[Stored data entries]
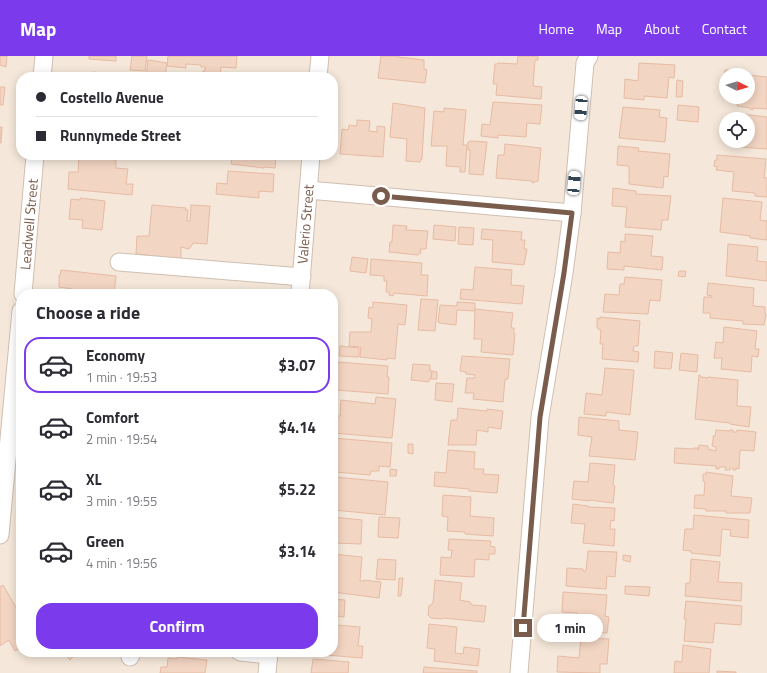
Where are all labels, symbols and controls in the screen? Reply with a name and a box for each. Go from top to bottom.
text: Map [20,14,56,43]
text: Home [539,18,574,39]
text: Map [596,18,622,39]
text: About [644,18,680,39]
text: Contact [702,18,747,39]
north arrow [719,68,755,104]
map controls [719,68,755,148]
text: Costello Avenue [60,86,164,109]
car [574,96,588,120]
button: locate [719,112,755,148]
text: Runnymede Street [60,124,181,147]
car [567,171,581,195]
street label: Leadwell Street [14,178,43,271]
street label: Valerio Street [291,184,319,265]
route start [372,187,390,205]
text: Choose a ride [36,299,140,326]
text: Economy [86,344,145,367]
icon: car [38,347,74,383]
text: $3.07 [279,354,316,377]
text: 1 min · 19:53 [86,367,157,387]
text: Comfort [86,406,139,429]
icon: car [38,409,74,445]
text: $4.14 [279,416,316,439]
text: 2 min · 19:54 [86,429,157,449]
text: XL [86,468,102,491]
icon: car [38,471,74,507]
text: $5.22 [279,478,316,501]
text: 3 min · 19:55 [86,491,157,511]
text: Green [86,530,124,553]
icon: car [38,533,74,569]
text: $3.14 [279,540,316,563]
text: 4 min · 19:56 [86,553,157,573]
button: Confirm [36,603,318,649]
callout: 1 min [537,614,603,642]
text: 1 min [554,618,586,638]
route end [514,619,532,637]

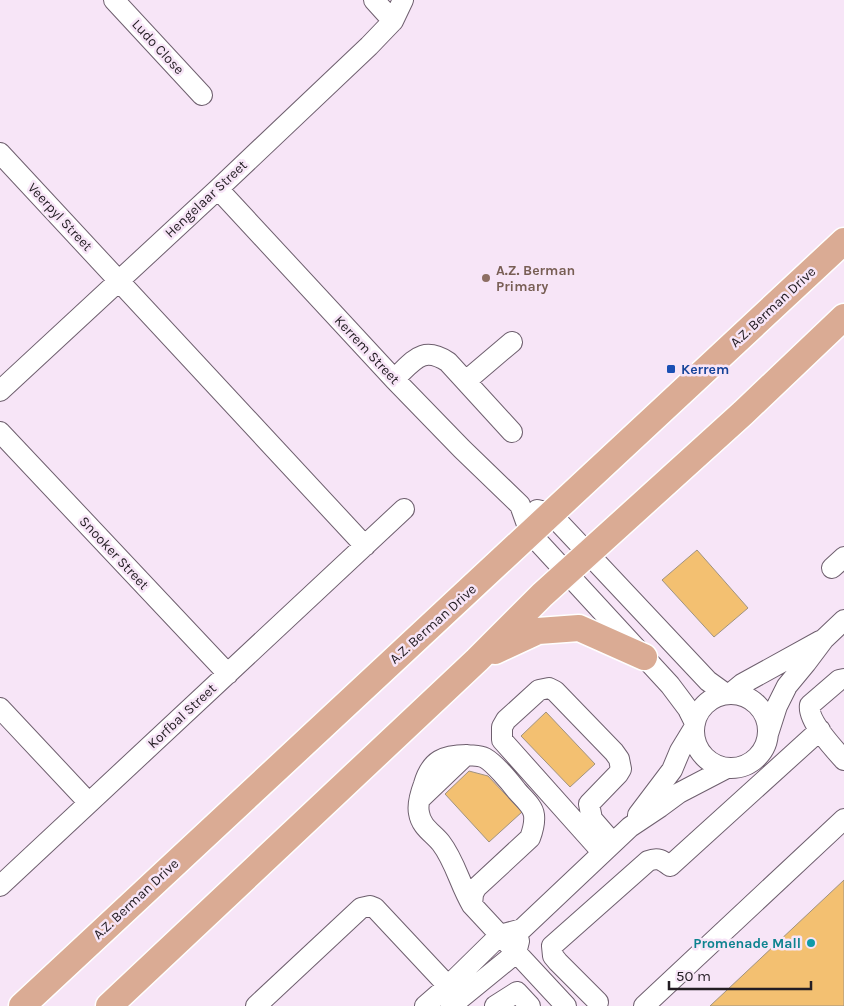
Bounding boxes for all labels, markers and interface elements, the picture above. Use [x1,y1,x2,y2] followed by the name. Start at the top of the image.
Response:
[128,16,188,78] street label: Ludo Close
[161,157,251,241] street label: Hengelaar Street
[24,179,96,255] street label: Veerpyl Street
[496,262,575,295] place label: A.Z. Berman Primary
[727,263,819,351] street label: A.Z. Berman Drive
[480,272,492,284] marker: A.Z. Berman Primary
[331,312,403,388] street label: Kerrem Street
[681,361,729,378] place label: Kerrem
[665,363,677,375] marker: Kerrem
[76,513,152,593] street label: Snooker Street
[386,581,480,667] street label: A.Z. Berman Drive
[144,680,220,752] street label: Korfbal Street
[90,855,182,943] street label: A.Z. Berman Drive
[693,935,801,952] place label: Promenade Mall
[805,937,817,949] marker: Promenade Mall
[669,958,812,990] scale bar
[676,967,711,985] text: 50 m

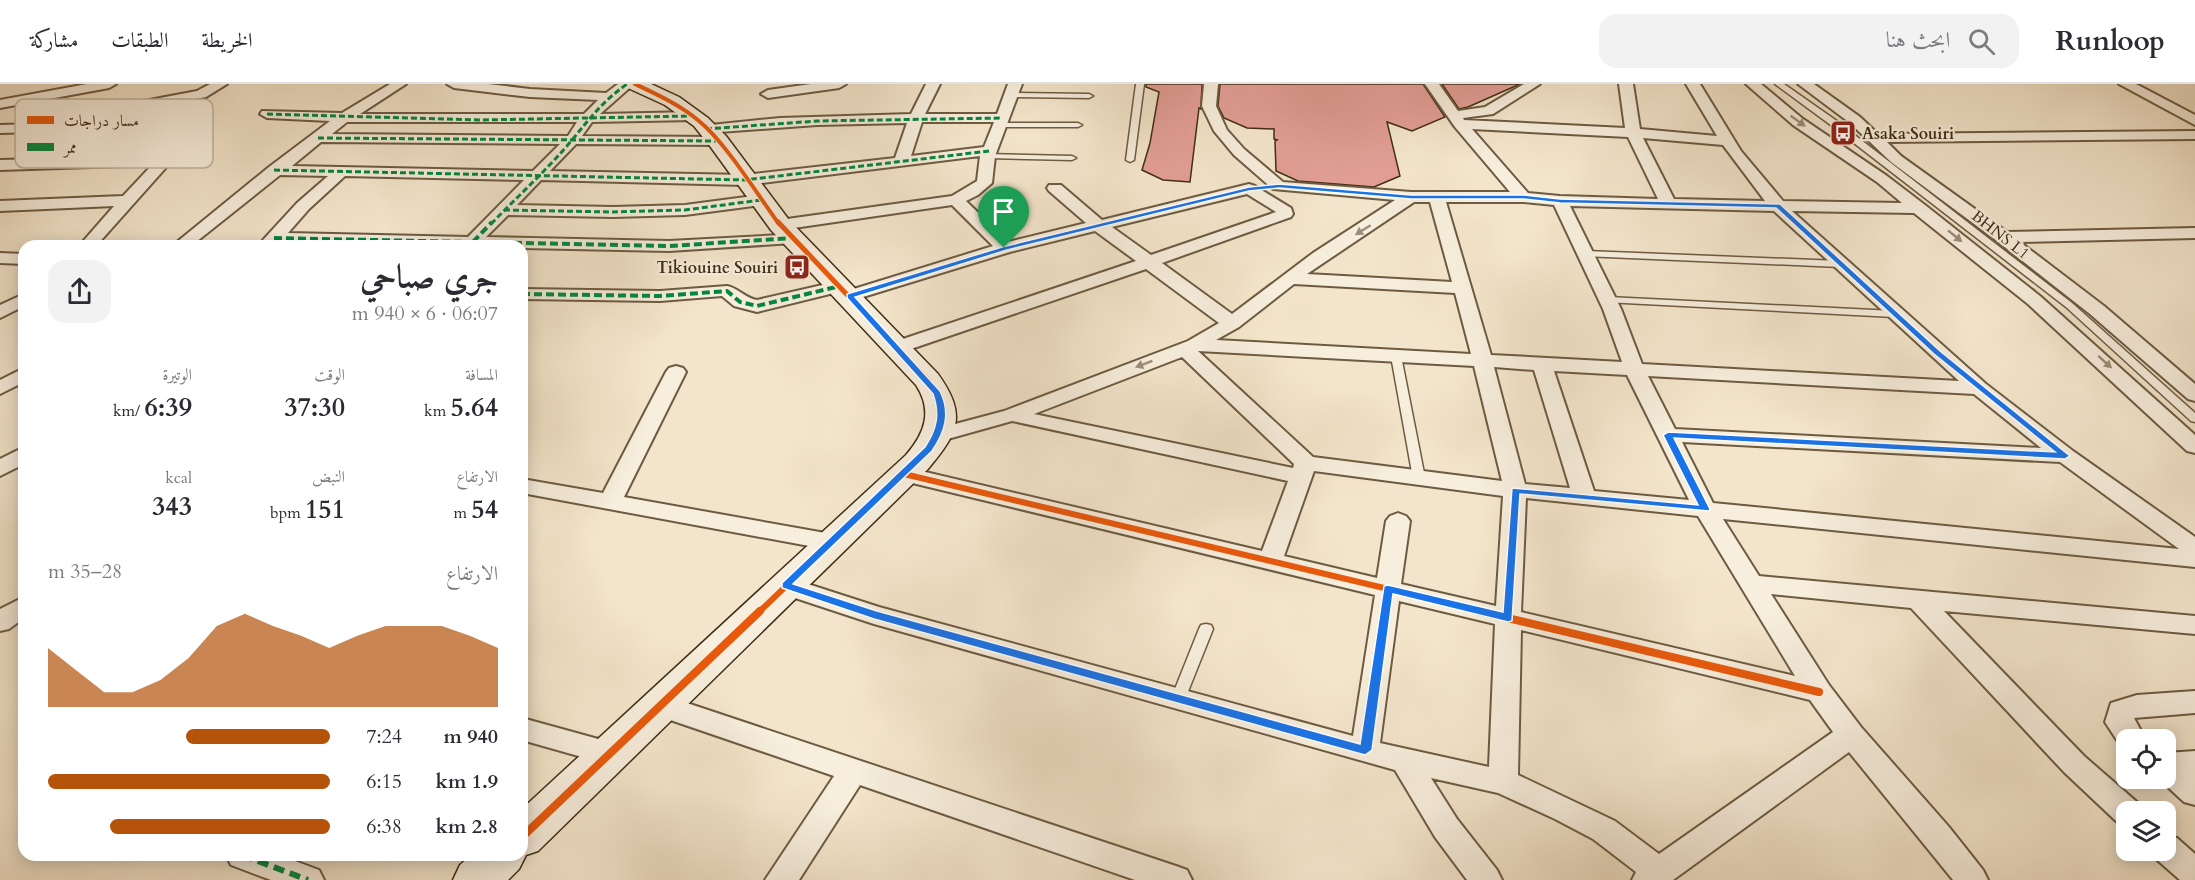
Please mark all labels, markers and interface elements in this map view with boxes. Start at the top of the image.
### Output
search box [1599,14,2019,68]
text: Runloop [2055,22,2165,60]
text: ابحث هنا [1886,25,1950,55]
icon: search [1965,25,1998,58]
text: مشاركة [30,26,78,55]
text: الطبقات [111,26,168,55]
text: الخريطة [201,26,253,55]
legend [15,99,213,168]
text: مسار دراجات [64,110,139,132]
one-way arrow [1790,115,1806,127]
bus stop icon: Asaka Souiri [1828,118,1858,148]
place label: Asaka Souiri [1862,123,1954,145]
text: ممر [62,137,77,159]
pin [978,186,1029,248]
icon: arrive [987,195,1020,228]
street label: BHNS L1 [1967,205,2034,264]
one-way arrow [1355,224,1371,235]
one-way arrow [1948,230,1963,242]
bus stop icon: Tikiouine Souiri [782,252,812,282]
text: جري صباحي [360,255,498,300]
place label: Tikiouine Souiri [657,257,778,279]
button: share [48,260,111,323]
text: 06:07 · 6 × 940 m [352,300,498,327]
one-way arrow [2097,355,2112,368]
one-way arrow [1135,359,1153,369]
text: الوتيرة [162,364,192,386]
text: الوقت [314,364,345,386]
text: المسافة [465,364,498,386]
text: 6:39 [145,390,192,425]
text: 37:30 [284,390,345,425]
text: 5.64 [451,390,498,425]
text: /km [113,400,145,422]
text: km [424,400,451,422]
text: النبض [312,466,345,488]
text: الارتفاع [456,466,498,488]
text: kcal [165,467,192,489]
text: 343 [152,489,192,524]
text: 151 [305,492,345,527]
text: 54 [471,492,498,527]
text: bpm [270,502,305,524]
text: m [454,502,471,524]
text: 28–35 m [48,558,122,585]
text: الارتفاع [446,560,498,587]
text: 7:24 [366,723,402,750]
text: 940 m [443,723,498,750]
map controls [2116,729,2176,861]
button: locate [2116,729,2176,789]
text: 6:15 [366,768,402,795]
text: 1.9 km [435,768,498,795]
button: layers [2116,801,2176,861]
text: 6:38 [366,813,402,840]
text: 2.8 km [435,813,498,840]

### ASSIGNMENT:
What comes back should match the records exactly, minus any pictures.

### REPLY:
Where are all labels, symbols and controls in the screen? Reply with a name and a box for each. Go from top to bottom.
text: Map [20,14,56,43]
text: Home [539,18,574,39]
text: Map [596,18,622,39]
text: About [644,18,680,39]
text: Contact [702,18,747,39]
north arrow [719,68,755,104]
map controls [719,68,755,148]
text: Costello Avenue [60,86,164,109]
car [574,96,588,120]
button: locate [719,112,755,148]
text: Runnymede Street [60,124,181,147]
car [567,171,581,195]
street label: Leadwell Street [14,178,43,271]
street label: Valerio Street [291,184,319,265]
route start [372,187,390,205]
text: Choose a ride [36,299,140,326]
text: Economy [86,344,145,367]
icon: car [38,347,74,383]
text: $3.07 [279,354,316,377]
text: 1 min · 19:53 [86,367,157,387]
text: Comfort [86,406,139,429]
icon: car [38,409,74,445]
text: $4.14 [279,416,316,439]
text: 2 min · 19:54 [86,429,157,449]
text: XL [86,468,102,491]
icon: car [38,471,74,507]
text: $5.22 [279,478,316,501]
text: 3 min · 19:55 [86,491,157,511]
text: Green [86,530,124,553]
icon: car [38,533,74,569]
text: $3.14 [279,540,316,563]
text: 4 min · 19:56 [86,553,157,573]
button: Confirm [36,603,318,649]
callout: 1 min [537,614,603,642]
text: 1 min [554,618,586,638]
route end [514,619,532,637]

Bounding boxes for all labels, markers and interface elements, the picture above. Use [x1,y1,x2,y2] followed by the name. Start at the top of the image.
Response:
[128,16,188,78] street label: Ludo Close
[161,157,251,241] street label: Hengelaar Street
[24,179,96,255] street label: Veerpyl Street
[496,262,575,295] place label: A.Z. Berman Primary
[727,263,819,351] street label: A.Z. Berman Drive
[480,272,492,284] marker: A.Z. Berman Primary
[331,312,403,388] street label: Kerrem Street
[681,361,729,378] place label: Kerrem
[665,363,677,375] marker: Kerrem
[76,513,152,593] street label: Snooker Street
[386,581,480,667] street label: A.Z. Berman Drive
[144,680,220,752] street label: Korfbal Street
[90,855,182,943] street label: A.Z. Berman Drive
[693,935,801,952] place label: Promenade Mall
[805,937,817,949] marker: Promenade Mall
[669,958,812,990] scale bar
[676,967,711,985] text: 50 m

Please mark all labels, markers and interface elements in this map view with boxes. Start at the top of the image.
### Output
search box [1599,14,2019,68]
text: Runloop [2055,22,2165,60]
text: ابحث هنا [1886,25,1950,55]
icon: search [1965,25,1998,58]
text: مشاركة [30,26,78,55]
text: الطبقات [111,26,168,55]
text: الخريطة [201,26,253,55]
legend [15,99,213,168]
text: مسار دراجات [64,110,139,132]
one-way arrow [1790,115,1806,127]
bus stop icon: Asaka Souiri [1828,118,1858,148]
place label: Asaka Souiri [1862,123,1954,145]
text: ممر [62,137,77,159]
pin [978,186,1029,248]
icon: arrive [987,195,1020,228]
street label: BHNS L1 [1967,205,2034,264]
one-way arrow [1355,224,1371,235]
one-way arrow [1948,230,1963,242]
bus stop icon: Tikiouine Souiri [782,252,812,282]
text: جري صباحي [360,255,498,300]
place label: Tikiouine Souiri [657,257,778,279]
button: share [48,260,111,323]
text: 06:07 · 6 × 940 m [352,300,498,327]
one-way arrow [2097,355,2112,368]
one-way arrow [1135,359,1153,369]
text: الوتيرة [162,364,192,386]
text: الوقت [314,364,345,386]
text: المسافة [465,364,498,386]
text: 6:39 [145,390,192,425]
text: 37:30 [284,390,345,425]
text: 5.64 [451,390,498,425]
text: /km [113,400,145,422]
text: km [424,400,451,422]
text: النبض [312,466,345,488]
text: الارتفاع [456,466,498,488]
text: kcal [165,467,192,489]
text: 343 [152,489,192,524]
text: 151 [305,492,345,527]
text: 54 [471,492,498,527]
text: bpm [270,502,305,524]
text: m [454,502,471,524]
text: 28–35 m [48,558,122,585]
text: الارتفاع [446,560,498,587]
text: 7:24 [366,723,402,750]
text: 940 m [443,723,498,750]
map controls [2116,729,2176,861]
button: locate [2116,729,2176,789]
text: 6:15 [366,768,402,795]
text: 1.9 km [435,768,498,795]
button: layers [2116,801,2176,861]
text: 6:38 [366,813,402,840]
text: 2.8 km [435,813,498,840]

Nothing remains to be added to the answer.